-- Exercise directions --
Write out the line that contains "min</h1><p>190 m ·" and every line after it through the end of the entries, exactly as given and with no other lines.

-- Provided records --
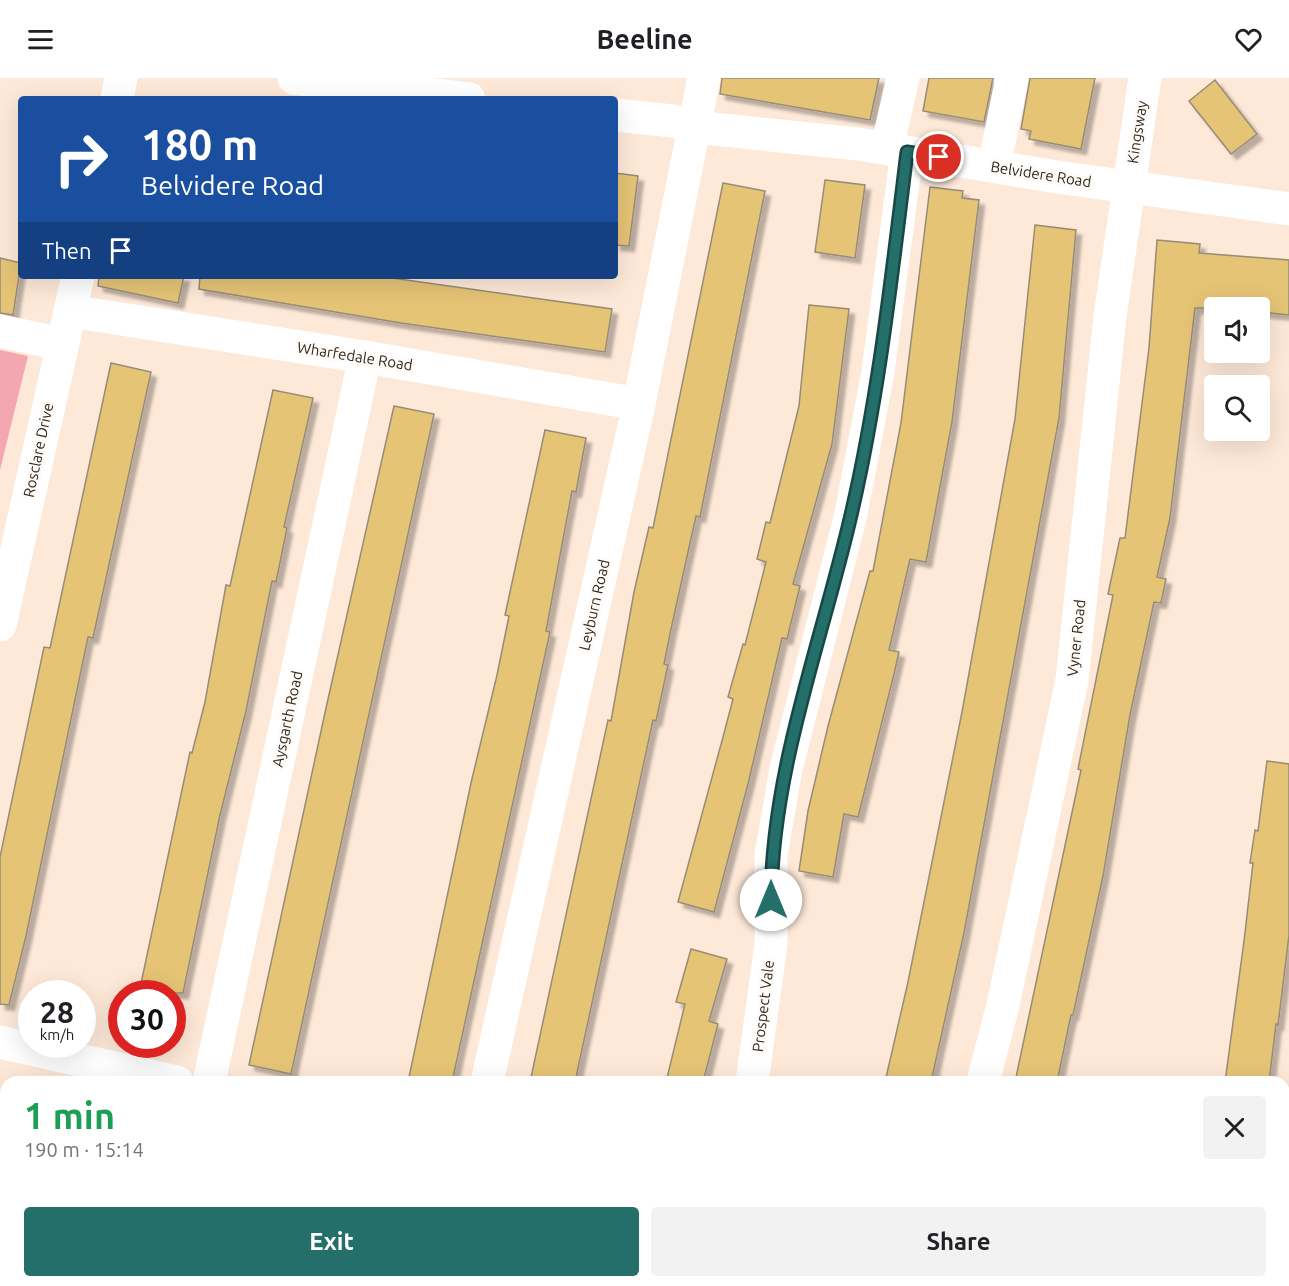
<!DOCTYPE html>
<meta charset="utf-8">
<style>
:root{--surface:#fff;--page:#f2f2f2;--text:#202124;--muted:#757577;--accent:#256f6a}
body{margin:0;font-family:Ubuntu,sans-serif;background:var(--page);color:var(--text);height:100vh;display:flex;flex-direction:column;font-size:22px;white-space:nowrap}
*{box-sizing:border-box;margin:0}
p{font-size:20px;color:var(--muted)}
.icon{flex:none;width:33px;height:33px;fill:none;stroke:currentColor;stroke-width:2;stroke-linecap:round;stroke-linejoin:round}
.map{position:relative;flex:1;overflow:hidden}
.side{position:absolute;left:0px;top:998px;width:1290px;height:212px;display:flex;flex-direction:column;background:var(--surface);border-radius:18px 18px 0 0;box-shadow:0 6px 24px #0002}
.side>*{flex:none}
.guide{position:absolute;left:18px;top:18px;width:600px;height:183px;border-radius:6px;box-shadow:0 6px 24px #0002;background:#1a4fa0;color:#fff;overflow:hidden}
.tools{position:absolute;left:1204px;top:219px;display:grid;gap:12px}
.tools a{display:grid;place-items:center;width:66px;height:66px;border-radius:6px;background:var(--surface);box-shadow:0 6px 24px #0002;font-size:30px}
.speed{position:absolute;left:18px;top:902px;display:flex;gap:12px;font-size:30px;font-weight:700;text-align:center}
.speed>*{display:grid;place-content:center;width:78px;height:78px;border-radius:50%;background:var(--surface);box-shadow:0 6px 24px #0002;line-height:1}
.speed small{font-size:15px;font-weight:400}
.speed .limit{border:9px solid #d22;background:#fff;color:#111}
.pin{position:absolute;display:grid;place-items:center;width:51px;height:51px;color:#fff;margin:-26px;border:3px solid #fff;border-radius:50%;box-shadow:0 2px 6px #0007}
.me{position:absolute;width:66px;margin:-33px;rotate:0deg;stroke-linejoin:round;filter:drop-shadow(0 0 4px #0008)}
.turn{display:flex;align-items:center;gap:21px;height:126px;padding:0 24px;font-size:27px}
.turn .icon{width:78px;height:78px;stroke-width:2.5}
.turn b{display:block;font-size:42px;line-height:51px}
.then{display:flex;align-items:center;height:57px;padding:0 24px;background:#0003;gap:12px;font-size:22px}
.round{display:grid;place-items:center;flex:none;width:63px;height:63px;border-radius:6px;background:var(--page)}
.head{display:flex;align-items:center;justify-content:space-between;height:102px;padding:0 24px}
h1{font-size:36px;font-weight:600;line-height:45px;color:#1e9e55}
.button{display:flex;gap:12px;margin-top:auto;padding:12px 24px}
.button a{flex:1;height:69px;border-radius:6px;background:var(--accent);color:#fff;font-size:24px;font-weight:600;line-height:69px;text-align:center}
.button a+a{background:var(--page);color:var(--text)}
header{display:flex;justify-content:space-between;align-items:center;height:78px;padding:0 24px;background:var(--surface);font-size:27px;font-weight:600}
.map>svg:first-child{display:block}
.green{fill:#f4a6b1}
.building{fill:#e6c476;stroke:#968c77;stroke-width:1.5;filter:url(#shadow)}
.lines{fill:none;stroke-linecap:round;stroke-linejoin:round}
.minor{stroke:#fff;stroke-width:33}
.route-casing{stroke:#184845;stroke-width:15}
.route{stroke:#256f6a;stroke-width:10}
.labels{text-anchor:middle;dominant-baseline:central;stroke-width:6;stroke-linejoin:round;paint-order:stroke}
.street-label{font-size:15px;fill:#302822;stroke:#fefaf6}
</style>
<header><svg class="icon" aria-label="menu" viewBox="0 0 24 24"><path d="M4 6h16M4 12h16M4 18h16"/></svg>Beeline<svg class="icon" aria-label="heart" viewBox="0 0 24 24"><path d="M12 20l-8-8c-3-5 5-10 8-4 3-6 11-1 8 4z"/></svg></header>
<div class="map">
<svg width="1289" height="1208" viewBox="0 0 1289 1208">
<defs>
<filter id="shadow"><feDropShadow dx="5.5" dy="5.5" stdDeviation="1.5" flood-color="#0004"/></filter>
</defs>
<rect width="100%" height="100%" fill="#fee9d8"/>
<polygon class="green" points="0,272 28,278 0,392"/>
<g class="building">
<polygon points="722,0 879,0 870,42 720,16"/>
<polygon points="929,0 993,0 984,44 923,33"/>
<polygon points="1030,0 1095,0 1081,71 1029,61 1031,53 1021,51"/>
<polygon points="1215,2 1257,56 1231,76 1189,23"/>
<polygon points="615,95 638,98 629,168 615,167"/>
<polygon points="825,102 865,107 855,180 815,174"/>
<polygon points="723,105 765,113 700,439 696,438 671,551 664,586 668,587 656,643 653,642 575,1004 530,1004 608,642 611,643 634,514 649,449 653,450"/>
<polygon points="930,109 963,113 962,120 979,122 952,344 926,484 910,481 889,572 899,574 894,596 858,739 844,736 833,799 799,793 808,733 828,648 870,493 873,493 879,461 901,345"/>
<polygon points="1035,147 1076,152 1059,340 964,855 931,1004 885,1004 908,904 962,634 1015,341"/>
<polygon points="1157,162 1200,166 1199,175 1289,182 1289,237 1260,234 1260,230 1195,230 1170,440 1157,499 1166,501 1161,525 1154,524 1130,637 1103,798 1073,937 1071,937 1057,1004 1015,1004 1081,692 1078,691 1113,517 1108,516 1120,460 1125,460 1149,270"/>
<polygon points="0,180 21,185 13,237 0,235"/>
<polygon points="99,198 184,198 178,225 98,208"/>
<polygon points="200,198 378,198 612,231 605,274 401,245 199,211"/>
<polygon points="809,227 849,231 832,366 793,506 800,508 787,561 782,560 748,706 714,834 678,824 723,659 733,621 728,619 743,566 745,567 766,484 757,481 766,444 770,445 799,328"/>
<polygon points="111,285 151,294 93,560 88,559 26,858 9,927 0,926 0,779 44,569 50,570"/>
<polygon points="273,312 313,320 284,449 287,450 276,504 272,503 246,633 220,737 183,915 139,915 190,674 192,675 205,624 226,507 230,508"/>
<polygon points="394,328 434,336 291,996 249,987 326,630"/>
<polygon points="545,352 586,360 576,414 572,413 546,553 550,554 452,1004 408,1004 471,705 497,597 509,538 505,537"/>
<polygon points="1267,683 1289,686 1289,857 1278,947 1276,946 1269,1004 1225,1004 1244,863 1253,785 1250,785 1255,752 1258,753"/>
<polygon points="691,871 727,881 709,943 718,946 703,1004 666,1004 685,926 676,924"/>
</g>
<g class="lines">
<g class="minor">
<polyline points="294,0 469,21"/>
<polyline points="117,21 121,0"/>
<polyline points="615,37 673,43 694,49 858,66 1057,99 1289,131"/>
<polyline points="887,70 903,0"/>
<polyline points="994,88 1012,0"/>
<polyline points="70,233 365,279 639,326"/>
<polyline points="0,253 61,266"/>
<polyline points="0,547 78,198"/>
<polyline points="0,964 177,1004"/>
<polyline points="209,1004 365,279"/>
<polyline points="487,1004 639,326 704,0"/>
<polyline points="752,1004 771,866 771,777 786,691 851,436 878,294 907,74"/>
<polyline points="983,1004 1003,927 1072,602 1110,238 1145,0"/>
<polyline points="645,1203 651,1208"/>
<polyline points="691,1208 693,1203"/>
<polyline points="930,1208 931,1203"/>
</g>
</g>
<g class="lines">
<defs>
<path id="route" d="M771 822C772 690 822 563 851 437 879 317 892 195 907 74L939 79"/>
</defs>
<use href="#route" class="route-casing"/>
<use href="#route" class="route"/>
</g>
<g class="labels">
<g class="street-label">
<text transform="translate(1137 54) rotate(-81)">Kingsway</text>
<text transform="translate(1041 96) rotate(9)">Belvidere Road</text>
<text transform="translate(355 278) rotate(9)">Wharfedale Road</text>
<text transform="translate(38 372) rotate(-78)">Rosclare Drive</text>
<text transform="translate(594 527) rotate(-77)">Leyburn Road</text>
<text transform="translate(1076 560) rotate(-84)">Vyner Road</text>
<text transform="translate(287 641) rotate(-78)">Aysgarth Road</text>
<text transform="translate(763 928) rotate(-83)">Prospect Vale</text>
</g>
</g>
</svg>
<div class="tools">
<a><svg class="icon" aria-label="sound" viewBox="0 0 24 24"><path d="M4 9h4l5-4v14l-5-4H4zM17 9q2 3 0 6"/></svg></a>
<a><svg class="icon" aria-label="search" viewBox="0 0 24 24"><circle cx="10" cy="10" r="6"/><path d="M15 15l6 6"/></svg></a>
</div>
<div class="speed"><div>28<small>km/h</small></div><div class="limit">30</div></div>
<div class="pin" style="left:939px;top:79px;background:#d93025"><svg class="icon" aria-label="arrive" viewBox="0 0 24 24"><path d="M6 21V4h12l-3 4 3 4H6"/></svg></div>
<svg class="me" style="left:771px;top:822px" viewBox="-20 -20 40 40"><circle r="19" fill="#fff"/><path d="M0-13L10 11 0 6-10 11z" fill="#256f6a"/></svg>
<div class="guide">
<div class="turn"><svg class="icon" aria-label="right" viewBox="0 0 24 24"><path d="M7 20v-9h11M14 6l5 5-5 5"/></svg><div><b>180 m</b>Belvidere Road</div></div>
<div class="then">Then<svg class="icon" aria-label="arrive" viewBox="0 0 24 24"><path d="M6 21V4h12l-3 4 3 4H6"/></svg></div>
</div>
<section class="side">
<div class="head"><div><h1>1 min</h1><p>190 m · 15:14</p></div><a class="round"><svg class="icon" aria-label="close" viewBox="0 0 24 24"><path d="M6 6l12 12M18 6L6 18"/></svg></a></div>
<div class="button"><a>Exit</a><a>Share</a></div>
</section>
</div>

-- Response to the task --
<div class="head"><div><h1>1 min</h1><p>190 m · 15:14</p></div><a class="round"><svg class="icon" aria-label="close" viewBox="0 0 24 24"><path d="M6 6l12 12M18 6L6 18"/></svg></a></div>
<div class="button"><a>Exit</a><a>Share</a></div>
</section>
</div>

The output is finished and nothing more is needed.